• WORK REQUEST: Transcribe the entire listing exactly.

• RECORDS FOR THIS EXERCISE:

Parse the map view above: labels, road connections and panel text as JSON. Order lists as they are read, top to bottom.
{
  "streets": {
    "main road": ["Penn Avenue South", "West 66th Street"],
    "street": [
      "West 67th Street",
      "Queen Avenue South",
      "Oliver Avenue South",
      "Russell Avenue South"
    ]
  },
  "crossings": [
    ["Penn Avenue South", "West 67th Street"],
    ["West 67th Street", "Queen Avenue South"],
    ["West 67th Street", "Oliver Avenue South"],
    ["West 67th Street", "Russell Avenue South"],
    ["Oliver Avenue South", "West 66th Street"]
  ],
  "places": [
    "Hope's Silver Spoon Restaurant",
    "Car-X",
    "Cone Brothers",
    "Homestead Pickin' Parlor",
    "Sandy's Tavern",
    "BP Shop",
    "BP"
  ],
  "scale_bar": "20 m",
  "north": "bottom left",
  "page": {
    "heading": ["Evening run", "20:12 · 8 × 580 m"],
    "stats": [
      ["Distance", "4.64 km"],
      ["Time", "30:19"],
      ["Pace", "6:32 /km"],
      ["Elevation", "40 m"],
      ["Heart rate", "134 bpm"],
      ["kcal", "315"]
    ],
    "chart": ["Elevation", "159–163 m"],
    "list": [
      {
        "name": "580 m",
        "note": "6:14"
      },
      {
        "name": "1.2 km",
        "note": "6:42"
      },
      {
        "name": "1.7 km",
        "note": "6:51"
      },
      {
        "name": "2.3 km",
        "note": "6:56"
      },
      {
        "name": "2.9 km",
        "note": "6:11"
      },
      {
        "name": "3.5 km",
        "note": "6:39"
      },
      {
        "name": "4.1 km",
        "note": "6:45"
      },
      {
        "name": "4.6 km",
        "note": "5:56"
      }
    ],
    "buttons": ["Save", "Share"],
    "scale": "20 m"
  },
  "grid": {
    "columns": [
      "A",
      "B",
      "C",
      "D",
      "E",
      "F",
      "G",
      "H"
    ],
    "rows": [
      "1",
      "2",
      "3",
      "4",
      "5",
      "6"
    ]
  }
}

• SOLUTION:
Parse the map view above: labels, road connections and panel text as JSON. Order lists as they are read, top to bottom.
{
  "streets": {
    "main road": ["Penn Avenue South", "West 66th Street"],
    "street": [
      "West 67th Street",
      "Queen Avenue South",
      "Oliver Avenue South",
      "Russell Avenue South"
    ]
  },
  "crossings": [
    ["Penn Avenue South", "West 67th Street"],
    ["West 67th Street", "Queen Avenue South"],
    ["West 67th Street", "Oliver Avenue South"],
    ["West 67th Street", "Russell Avenue South"],
    ["Oliver Avenue South", "West 66th Street"]
  ],
  "places": [
    "Hope's Silver Spoon Restaurant",
    "Car-X",
    "Cone Brothers",
    "Homestead Pickin' Parlor",
    "Sandy's Tavern",
    "BP Shop",
    "BP"
  ],
  "scale_bar": "20 m",
  "north": "bottom left",
  "page": {
    "heading": ["Evening run", "20:12 · 8 × 580 m"],
    "stats": [
      ["Distance", "4.64 km"],
      ["Time", "30:19"],
      ["Pace", "6:32 /km"],
      ["Elevation", "40 m"],
      ["Heart rate", "134 bpm"],
      ["kcal", "315"]
    ],
    "chart": ["Elevation", "159–163 m"],
    "list": [
      {
        "name": "580 m",
        "note": "6:14"
      },
      {
        "name": "1.2 km",
        "note": "6:42"
      },
      {
        "name": "1.7 km",
        "note": "6:51"
      },
      {
        "name": "2.3 km",
        "note": "6:56"
      },
      {
        "name": "2.9 km",
        "note": "6:11"
      },
      {
        "name": "3.5 km",
        "note": "6:39"
      },
      {
        "name": "4.1 km",
        "note": "6:45"
      },
      {
        "name": "4.6 km",
        "note": "5:56"
      }
    ],
    "buttons": ["Save", "Share"],
    "scale": "20 m"
  },
  "grid": {
    "columns": [
      "A",
      "B",
      "C",
      "D",
      "E",
      "F",
      "G",
      "H"
    ],
    "rows": [
      "1",
      "2",
      "3",
      "4",
      "5",
      "6"
    ]
  }
}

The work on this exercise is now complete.